Supported Formats
Supported Document Formats
LongTrainer handles a wide range of document formats, enabling diverse data sources for your bot's knowledge base.
Supported File Types
| Format | Extensions | Loader |
|---|---|---|
.pdf |
PyPDFLoader |
|
| Word | .docx |
Docx2txtLoader |
| CSV | .csv |
CSVLoader |
| HTML | .html, .htm |
BSHTMLLoader |
| Markdown | .md, .markdown |
UnstructuredMarkdownLoader |
| Plain Text | .txt |
UnstructuredMarkdownLoader |
| Any format | All above + more | UnstructuredFileLoader (via use_unstructured=True) |
Adding Documents
From File Paths
# Auto-detected by extension
trainer.add_document_from_path("report.pdf", bot_id)
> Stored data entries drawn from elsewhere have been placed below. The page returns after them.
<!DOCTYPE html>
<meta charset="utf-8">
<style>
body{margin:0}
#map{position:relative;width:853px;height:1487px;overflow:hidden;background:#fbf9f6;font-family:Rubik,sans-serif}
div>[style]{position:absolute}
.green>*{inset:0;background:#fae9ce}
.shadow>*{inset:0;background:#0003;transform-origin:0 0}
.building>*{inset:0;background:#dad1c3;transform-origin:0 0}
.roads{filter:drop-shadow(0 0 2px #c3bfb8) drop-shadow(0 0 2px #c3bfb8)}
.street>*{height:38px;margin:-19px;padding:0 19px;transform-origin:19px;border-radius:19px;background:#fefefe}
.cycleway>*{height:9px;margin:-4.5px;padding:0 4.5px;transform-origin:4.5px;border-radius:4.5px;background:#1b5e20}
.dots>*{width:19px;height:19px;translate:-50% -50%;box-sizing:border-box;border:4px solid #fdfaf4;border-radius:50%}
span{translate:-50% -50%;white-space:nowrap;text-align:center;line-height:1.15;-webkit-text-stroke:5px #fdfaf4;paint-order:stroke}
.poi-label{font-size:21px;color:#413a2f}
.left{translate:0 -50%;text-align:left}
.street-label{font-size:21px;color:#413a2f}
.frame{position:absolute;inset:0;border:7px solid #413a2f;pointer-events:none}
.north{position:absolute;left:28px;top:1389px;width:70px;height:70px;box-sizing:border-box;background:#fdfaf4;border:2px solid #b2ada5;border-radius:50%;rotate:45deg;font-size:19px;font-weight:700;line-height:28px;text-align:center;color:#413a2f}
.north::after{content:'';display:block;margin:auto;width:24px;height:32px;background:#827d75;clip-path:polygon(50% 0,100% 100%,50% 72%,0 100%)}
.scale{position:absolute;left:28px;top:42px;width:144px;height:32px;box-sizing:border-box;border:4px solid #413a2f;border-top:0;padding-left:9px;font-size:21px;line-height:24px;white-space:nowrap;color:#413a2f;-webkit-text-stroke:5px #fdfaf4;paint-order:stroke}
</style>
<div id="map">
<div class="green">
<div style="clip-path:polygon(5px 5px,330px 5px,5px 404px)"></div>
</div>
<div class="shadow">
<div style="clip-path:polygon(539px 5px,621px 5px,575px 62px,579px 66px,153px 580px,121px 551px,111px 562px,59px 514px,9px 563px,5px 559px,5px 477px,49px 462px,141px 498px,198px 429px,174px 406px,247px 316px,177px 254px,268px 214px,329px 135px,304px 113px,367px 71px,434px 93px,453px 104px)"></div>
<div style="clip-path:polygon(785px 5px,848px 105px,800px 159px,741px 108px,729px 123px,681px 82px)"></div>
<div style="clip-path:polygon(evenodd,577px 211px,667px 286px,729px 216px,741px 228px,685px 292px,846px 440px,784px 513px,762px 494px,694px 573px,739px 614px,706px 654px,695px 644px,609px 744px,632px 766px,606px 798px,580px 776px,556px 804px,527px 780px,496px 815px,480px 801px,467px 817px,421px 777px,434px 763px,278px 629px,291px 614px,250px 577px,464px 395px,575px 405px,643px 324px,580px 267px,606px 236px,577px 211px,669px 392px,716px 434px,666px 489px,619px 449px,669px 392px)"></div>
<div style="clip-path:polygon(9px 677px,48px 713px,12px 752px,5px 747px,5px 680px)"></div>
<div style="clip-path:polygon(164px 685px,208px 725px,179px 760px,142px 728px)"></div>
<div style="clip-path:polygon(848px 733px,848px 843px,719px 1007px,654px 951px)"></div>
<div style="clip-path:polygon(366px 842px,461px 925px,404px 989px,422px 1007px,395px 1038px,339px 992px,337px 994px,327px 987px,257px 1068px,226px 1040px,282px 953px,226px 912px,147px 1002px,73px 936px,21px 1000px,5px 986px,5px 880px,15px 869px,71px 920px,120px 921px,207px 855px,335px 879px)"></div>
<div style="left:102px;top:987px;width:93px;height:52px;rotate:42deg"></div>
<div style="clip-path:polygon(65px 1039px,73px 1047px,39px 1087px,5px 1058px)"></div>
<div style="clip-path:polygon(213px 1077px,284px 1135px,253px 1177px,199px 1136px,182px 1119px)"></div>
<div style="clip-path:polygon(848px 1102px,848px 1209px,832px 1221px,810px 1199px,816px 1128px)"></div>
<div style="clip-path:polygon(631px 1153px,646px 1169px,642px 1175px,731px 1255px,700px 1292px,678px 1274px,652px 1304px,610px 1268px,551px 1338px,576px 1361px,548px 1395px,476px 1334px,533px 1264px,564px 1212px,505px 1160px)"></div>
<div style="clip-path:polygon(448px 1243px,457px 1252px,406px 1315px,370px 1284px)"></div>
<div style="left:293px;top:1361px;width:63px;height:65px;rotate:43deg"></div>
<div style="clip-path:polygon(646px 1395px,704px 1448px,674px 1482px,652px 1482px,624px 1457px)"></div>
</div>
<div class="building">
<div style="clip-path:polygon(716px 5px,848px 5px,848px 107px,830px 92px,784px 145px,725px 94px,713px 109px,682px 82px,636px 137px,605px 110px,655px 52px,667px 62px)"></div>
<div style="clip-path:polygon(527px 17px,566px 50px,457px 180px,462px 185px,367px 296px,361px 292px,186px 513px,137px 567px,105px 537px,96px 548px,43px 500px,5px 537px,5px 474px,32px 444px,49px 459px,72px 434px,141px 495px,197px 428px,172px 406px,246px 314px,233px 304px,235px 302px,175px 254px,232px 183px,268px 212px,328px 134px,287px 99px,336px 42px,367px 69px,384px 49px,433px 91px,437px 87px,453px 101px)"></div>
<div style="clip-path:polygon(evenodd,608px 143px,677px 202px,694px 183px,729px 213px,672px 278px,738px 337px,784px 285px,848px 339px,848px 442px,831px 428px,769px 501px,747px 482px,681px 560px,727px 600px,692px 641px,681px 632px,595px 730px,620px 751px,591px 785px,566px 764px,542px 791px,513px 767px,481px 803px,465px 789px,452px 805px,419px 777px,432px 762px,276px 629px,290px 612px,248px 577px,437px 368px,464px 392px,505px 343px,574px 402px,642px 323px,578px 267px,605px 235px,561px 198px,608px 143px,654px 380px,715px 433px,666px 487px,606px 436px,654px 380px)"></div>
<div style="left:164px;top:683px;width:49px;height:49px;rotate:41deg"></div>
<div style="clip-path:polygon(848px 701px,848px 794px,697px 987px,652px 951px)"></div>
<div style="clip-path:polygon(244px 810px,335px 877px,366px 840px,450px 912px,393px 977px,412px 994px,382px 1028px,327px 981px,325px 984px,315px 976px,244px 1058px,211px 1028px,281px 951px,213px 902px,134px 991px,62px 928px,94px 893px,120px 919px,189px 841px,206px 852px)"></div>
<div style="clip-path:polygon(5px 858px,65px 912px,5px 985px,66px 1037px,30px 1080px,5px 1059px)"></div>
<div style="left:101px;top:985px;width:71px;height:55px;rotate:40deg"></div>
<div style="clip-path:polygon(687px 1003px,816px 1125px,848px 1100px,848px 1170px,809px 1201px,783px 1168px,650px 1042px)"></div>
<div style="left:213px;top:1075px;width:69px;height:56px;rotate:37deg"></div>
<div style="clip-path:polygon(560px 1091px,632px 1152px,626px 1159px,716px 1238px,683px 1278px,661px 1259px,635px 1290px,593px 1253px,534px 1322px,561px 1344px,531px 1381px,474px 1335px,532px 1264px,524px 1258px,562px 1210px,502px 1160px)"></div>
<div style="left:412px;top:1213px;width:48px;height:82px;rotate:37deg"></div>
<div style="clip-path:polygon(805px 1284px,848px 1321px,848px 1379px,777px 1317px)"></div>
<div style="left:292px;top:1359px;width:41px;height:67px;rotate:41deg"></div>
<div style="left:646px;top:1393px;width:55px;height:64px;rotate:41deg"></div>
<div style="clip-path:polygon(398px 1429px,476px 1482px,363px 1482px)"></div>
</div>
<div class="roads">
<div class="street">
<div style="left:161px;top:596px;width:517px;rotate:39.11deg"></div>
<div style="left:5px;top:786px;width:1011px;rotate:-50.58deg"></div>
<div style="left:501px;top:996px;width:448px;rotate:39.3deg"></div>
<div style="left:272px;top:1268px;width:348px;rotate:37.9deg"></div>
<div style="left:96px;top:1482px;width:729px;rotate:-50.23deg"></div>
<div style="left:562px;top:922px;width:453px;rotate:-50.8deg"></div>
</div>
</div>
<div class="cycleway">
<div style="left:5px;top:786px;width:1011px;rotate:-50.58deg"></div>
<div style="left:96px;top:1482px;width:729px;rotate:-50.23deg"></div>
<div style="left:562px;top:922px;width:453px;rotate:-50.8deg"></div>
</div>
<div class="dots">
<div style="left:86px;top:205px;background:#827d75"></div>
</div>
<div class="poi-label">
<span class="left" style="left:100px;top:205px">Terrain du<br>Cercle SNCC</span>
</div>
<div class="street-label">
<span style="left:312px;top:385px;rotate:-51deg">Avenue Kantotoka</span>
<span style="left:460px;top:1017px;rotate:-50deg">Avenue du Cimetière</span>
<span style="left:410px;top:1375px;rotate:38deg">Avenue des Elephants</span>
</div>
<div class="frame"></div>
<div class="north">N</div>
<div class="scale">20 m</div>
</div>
trainer.add_document_from_path("data.csv", bot_id)
trainer.add_document_from_path("notes.md", bot_id)
# Use UnstructuredLoader for any file type
trainer.add_document_from_path("presentation.pptx", bot_id, use_unstructured=True)
From Web Links
# URLs
trainer.add_document_from_link(["https://example.com/article"], bot_id)
# YouTube videos (transcript extraction)
trainer.add_document_from_link(["https://youtube.com/watch?v=..."], bot_id)
From Wikipedia
trainer.add_document_from_query("Artificial Intelligence", bot_id)
Pre-Loaded Documents
Pass pre-loaded LangChain Document objects directly:
from langchain_core.documents import Document
documents = [Document(page_content="Custom content", metadata={"source": "manual"})]
trainer.pass_documents(documents, bot_id)
Unstructured Data
When use_unstructured=True, LongTrainer uses LangChain's UnstructuredFileLoader which supports:
csv, doc, docx, epub, image, md, msg, odt, org, pdf, pptx, rtf, rst, tsv, xlsx
This requires system dependencies — see Installation.
Text Splitting
All documents are automatically split into chunks for FAISS indexing:
| Parameter | Default | Description |
|---|---|---|
chunk_size |
2048 |
Maximum characters per chunk |
chunk_overlap |
200 |
Overlap between consecutive chunks |
Configure these when creating the LongTrainer instance:
trainer = LongTrainer(chunk_size=1024, chunk_overlap=100)